[leetcode]Reverse Linked List II

新博文地址： [leetcode]Reverse Linked List II

http://oj.leetcode.com/problems/reverse-linked-list-ii/

Reverse a linked list from position m to n. Do it in-place and in one-pass.

For example:
Given 1->2->3->4->5->NULL, m = 2 and n = 4,

return 1->4->3->2->5->NULL.

Note:
Given m, n satisfy the following condition:
1 ≤ m ≤ n ≤ length of list.

 在剑指offer中看到过反转链表，里面讲的思想稍稍复杂一点，是在原链表中进行反转操作，但是我拿到这道题的第一印象就是用头插法生成新的链表，并将新建链表查到原来链表的相应位置中。思想很简单明了，但是代码略长。

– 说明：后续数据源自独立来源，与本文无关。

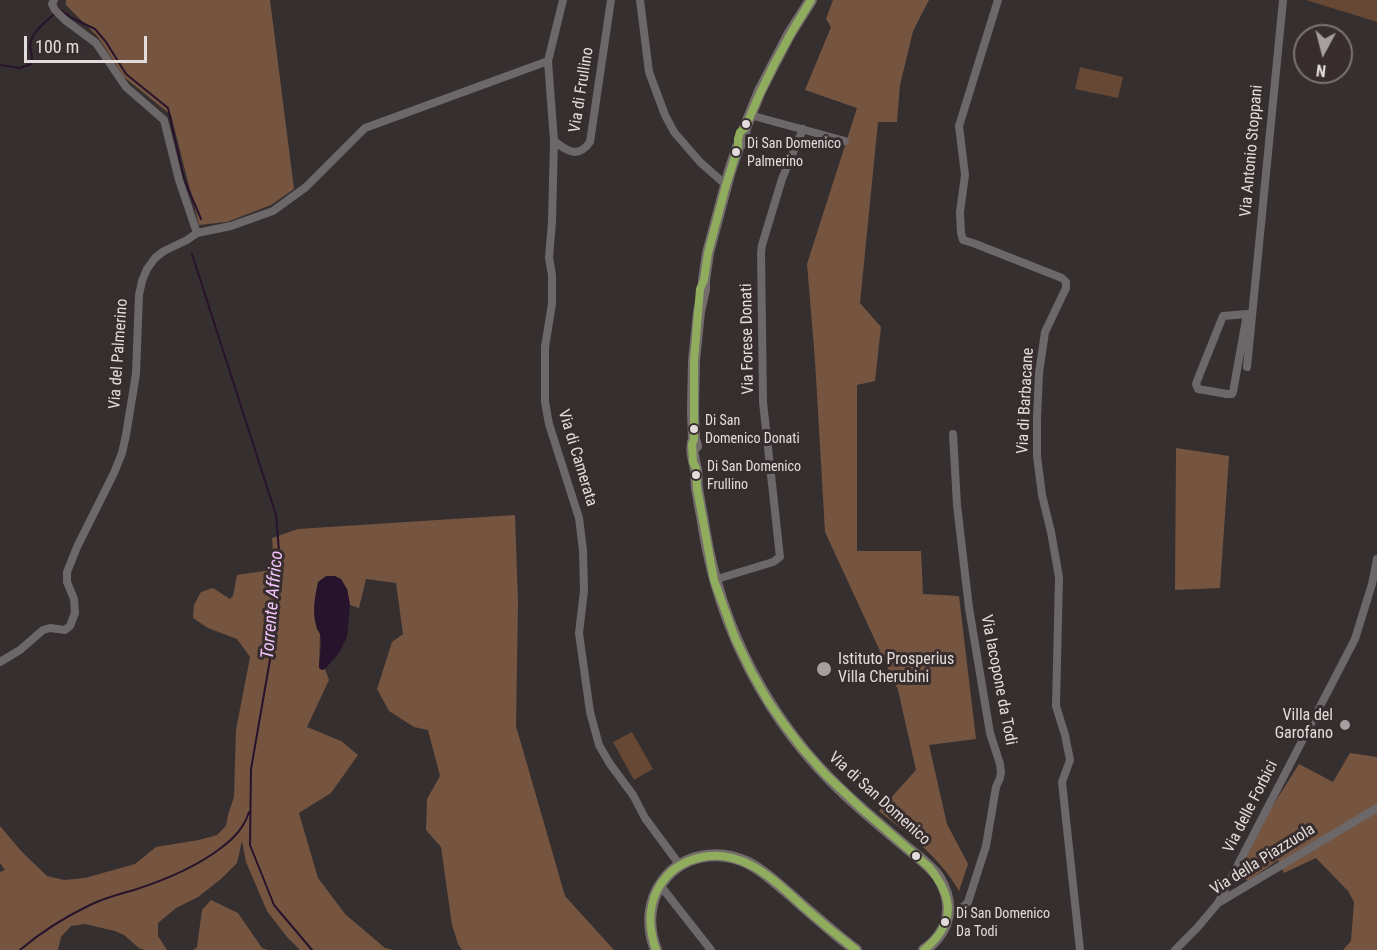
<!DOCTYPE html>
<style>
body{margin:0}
#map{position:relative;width:1377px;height:950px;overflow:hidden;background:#352f30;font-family:"Roboto Condensed",sans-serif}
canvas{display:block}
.north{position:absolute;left:1293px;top:24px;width:60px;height:60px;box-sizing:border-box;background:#372d2e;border:2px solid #7b7374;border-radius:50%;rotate:187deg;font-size:16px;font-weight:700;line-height:24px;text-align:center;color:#e2dcdc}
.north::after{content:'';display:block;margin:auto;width:21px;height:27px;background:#a59fa0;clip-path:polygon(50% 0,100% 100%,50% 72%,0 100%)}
.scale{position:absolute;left:24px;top:36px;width:123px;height:27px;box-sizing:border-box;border:3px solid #e2dcdc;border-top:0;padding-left:8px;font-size:18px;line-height:21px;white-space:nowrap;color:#e2dcdc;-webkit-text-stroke:4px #372d2e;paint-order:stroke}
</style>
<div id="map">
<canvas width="1377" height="950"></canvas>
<div class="north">N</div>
<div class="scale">100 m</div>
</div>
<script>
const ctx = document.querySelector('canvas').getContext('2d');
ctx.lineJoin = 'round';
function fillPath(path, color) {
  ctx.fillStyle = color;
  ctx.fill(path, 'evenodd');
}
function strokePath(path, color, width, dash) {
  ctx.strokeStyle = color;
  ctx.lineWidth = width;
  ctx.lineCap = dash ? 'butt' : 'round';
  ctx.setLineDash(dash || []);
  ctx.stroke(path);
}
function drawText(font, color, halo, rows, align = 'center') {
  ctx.font = font + ' "Roboto Condensed",sans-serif';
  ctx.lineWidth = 6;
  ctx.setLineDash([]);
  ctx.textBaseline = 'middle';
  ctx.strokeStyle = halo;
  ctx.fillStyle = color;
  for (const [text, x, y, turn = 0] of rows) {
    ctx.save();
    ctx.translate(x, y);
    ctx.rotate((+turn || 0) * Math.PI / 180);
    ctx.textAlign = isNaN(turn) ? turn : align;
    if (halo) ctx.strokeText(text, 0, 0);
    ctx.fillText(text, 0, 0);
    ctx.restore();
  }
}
fillPath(new Path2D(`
 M 1306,0 L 1377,0 L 1377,22 Z
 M 1080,67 L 1123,77 L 1118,98 L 1075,89 Z
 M 632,732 L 653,769 L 634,780 L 613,742 Z`), '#664834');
fillPath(new Path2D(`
 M 66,0 L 270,0 L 294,189 L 271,205 L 227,222 L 199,225 L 171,115 L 124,77 L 98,37 L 66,5 Z
 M 833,0 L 929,0 L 913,31 L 900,85 L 897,122 L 878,122 L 860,303 L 881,327 L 875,381 L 857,385 L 857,551 L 921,551 L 923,594 L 959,596 L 976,739 L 929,745 L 947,824 L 968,864 L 959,891 C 940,857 909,835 879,811 L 916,770 L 898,690 L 825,532 L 815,360 L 807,264 L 857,108 L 805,90 L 831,27 L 826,19 Z
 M 1176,448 L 1229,456 L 1220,588 L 1175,590 Z
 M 515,515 L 518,602 L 516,726 L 565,896 L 614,950 L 462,950 L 458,944 L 452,925 L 441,847 L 426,830 L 427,799 L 440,776 L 428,730 L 414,727 L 389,711 L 377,689 L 392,642 L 403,634 L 396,583 L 366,579 L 359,608 L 350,605 L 347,589 L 316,628 L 320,634 L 319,668 L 322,670 L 325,669 L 329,680 L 307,727 L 341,741 L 358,755 L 331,793 L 299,813 L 318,878 L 345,914 L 385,948 L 393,950 L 300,950 L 287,937 L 267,911 L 246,862 L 242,841 L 237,863 L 221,879 L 198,897 L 176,908 L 158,923 L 158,936 L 167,950 L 144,950 L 139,948 L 124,935 L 115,931 L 85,924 L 71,926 L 61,937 L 58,950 L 0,950 L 0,872 L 5,870 L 0,863 L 0,826 L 22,852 L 47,876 L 64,880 L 85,878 L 135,864 L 156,847 L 199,840 L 217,835 L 226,826 L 228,815 L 234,797 L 236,730 L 250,657 L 237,639 L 208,628 L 193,618 L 194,605 L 201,592 L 213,588 L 230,599 L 233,596 L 237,575 L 271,570 L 273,552 L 272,538 L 298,529 Z
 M 1350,753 L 1377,757 L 1377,950 L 1343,950 L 1351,941 L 1354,902 L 1348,891 L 1316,858 L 1284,873 L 1278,860 L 1248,881 L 1233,869 L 1299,764 L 1333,782 Z
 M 211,900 L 238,913 L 262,948 L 268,950 L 193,950 L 197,947 L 202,910 Z`), '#765540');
fillPath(new Path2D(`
 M 326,576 L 335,576 L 341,579 L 347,589 L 350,605 L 347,637 L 339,653 L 325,669 L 322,670 L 319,668 C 319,659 323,644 320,634 C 319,631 317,628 316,625 C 312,610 315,597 318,582 Z`), '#28132c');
strokePath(new Path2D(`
 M 59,9 L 72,18 L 95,29 L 106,42 L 126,74 L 168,108 L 184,179 L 201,219
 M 0,65 L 20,68 L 31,64 C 34,56 30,52 30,45 C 31,32 46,22 54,14
 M 192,254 L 276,515 L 279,551 L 274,608 L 275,631 L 251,769 L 250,845 L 274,905 L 312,950
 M 20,950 C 41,932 65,917 90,905 C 104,898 119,894 134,890 C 165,880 195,868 221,848 C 234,838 244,828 249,812`), '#28132c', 2);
strokePath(new Path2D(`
 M 54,0 L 52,4 L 55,10 L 65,20 L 96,43 L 126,87 L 164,120 L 179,180 L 197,233
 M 563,0 L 548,61 L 554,141 L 552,222 L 549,258 L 552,275 L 552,304 L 545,347 L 545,402 L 549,424 L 579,518 L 583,550 L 584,591 L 579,633 L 590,712 L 599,745 L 610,764 L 633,795 L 645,818 L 679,864
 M 640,0 L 649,72 L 665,115 L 674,132 L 700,162 L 726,185
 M 998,0 L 959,126 L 965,175 L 960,212 L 961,233 L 963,240 L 973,243 L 1062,278 L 1066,282 L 1066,288 L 1045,332 L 1039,373 L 1037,419 L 1037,456 L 1042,495 L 1051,532 L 1059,577 L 1056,706 L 1065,735 L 1070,760 L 1062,782 L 1080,950
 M 750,115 L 845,141
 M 554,141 C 567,151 578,159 590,142 L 611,0
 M 1247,314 L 1223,316 L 1197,381 L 1196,384 L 1198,389 L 1227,394 L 1232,394 L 1233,392 L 1247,314
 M 1247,367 L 1283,0
 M 714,580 L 773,562 L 780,557 L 763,402 L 761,252 L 762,245 L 782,179 L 803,129
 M 0,662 L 20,650 L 43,630 L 50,628 L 65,630 L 70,626 L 75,613 L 74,599 L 67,582 L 67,572 L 77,547 L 114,473 L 122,453 L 126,435 L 136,374 L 139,295 L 142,281 L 147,269 L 155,258 L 164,251 L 187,240 L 197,233 L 231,226 L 273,211 L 306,187 L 365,128 L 548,61
 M 660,885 L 711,950
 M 1218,903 L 1355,639 L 1372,584 L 1377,559
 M 947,911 C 957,911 962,909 968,902 L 986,846 L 996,787 L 1000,778 L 1001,772 L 1000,764 L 990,733 L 969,608 L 957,505 L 953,434
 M 1175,950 L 1197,928 L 1218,903 L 1377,808`), '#6c6768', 8);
strokePath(new Path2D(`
 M 694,439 C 690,449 694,459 696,470 C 697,476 696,482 697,488 C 699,501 702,515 704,528 C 720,629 769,723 844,793 C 864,812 885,829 906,847 C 917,856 931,866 939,878 C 955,905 950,932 924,950
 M 696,446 L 694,439 L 693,410 L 694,361 L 699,312 L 704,289 L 704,280 L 708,253 L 720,208 L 730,171 L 738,147 L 743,141 L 745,128 L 760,91 L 789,35 L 811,0
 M 656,950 C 647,927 648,901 663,881 C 682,855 717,849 746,862 C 760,868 774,881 786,891 C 809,911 832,932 856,950`), '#746c6c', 12);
strokePath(new Path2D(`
 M 811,0 C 785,41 763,83 745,128 L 740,132 L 738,139 L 738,147 L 726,185 L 708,253 L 704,280 L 700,289 L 694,361 L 694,439 L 692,444 L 693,462 L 696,468 L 697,488 L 714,580 L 735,638 L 752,673 L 768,701 L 783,723 L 802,748 L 825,774 L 862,809 L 929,867 C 954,898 956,923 924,950
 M 656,950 C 647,924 648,897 667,876 C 675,867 686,861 698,858 C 743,846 776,882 806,909 C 822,923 839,937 856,950`), '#90ad5d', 8);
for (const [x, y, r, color] of [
 [746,124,5,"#e2dcdc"],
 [736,152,5,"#e2dcdc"],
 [694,429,5,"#e2dcdc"],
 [696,475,5,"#e2dcdc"],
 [824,669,8,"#a59fa0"],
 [1345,725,6,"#a59fa0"],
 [916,856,5,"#e2dcdc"],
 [945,922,5,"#e2dcdc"]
]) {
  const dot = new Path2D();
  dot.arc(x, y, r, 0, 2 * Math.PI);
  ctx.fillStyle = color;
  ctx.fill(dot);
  strokePath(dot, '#372d2e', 2);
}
drawText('14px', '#e2dcdc', '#372d2e', [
 ["Di San Domenico",747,144],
 ["Palmerino",747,162],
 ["Di San",705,421],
 ["Domenico Donati",705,439],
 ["Di San Domenico",707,467],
 ["Frullino",707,485],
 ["Di San Domenico",956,914],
 ["Da Todi",956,932]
], 'left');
drawText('16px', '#e2dcdc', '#372d2e', [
 ["Via di Frullino",582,90,-81],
 ["Via Antonio Stoppani",1252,151,-85],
 ["Via Forese Donati",748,339,-91],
 ["Via del Palmerino",119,354,-86],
 ["Via di Barbacane",1026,401,-87],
 ["Via di Camerata",577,458,73],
 ["Via Iacopone da Todi",998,680,79],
 ["Via di San Domenico",879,799,42],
 ["Via delle Forbici",1251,807,-63],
 ["Via della Piazzuola",1263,860,-32]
]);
drawText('16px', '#e2dcdc', '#372d2e', [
 ["Istituto Prosperius",838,660],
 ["Villa Cherubini",838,678],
 ["Villa del",1333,716,"right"],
 ["Garofano",1333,734,"right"]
], 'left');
drawText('italic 18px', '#f2c4fb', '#372d2e', [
 ["Torrente Affrico",273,605,-85]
]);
</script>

public ListNode reverseBetween(ListNode head, int m, int n) {
    	if(m == n || head == null){
    		return head;
    	}
    	//------ 手动添加头结点，为了操作统一性
    	ListNode phead = new ListNode(0);
    	phead.next = head;
    	ListNode tem = phead;
    	
    	int count = 0;
    	//需要记录m ，n前后的两个节点，方便新链表的插入
    	ListNode newList = new ListNode(0);
    	ListNode mPreNode = null;
    	ListNode nPreNode = null;
    	ListNode tail = null;
    	
    	while(tem != null) {
    		if(count == m - 1){
    			if(m == 1){
					mPreNode = phead;
    			}else{
    				mPreNode = tem;
    			}
    		}else if (count == n + 1){
    			nPreNode = tem;
    		}else if(count <= n && count >= m){
                        //头插法建表
    			ListNode node = new ListNode(tem.val);
    			node.next = newList.next;
    			newList.next = node;
    			if(count == m){
    				tail = node;
    			}
    		}
    		count++;
    		tem = tem.next;
    	}
    	mPreNode.next = newList.next;
    	tail.next = nPreNode;
    	return phead.next;
    }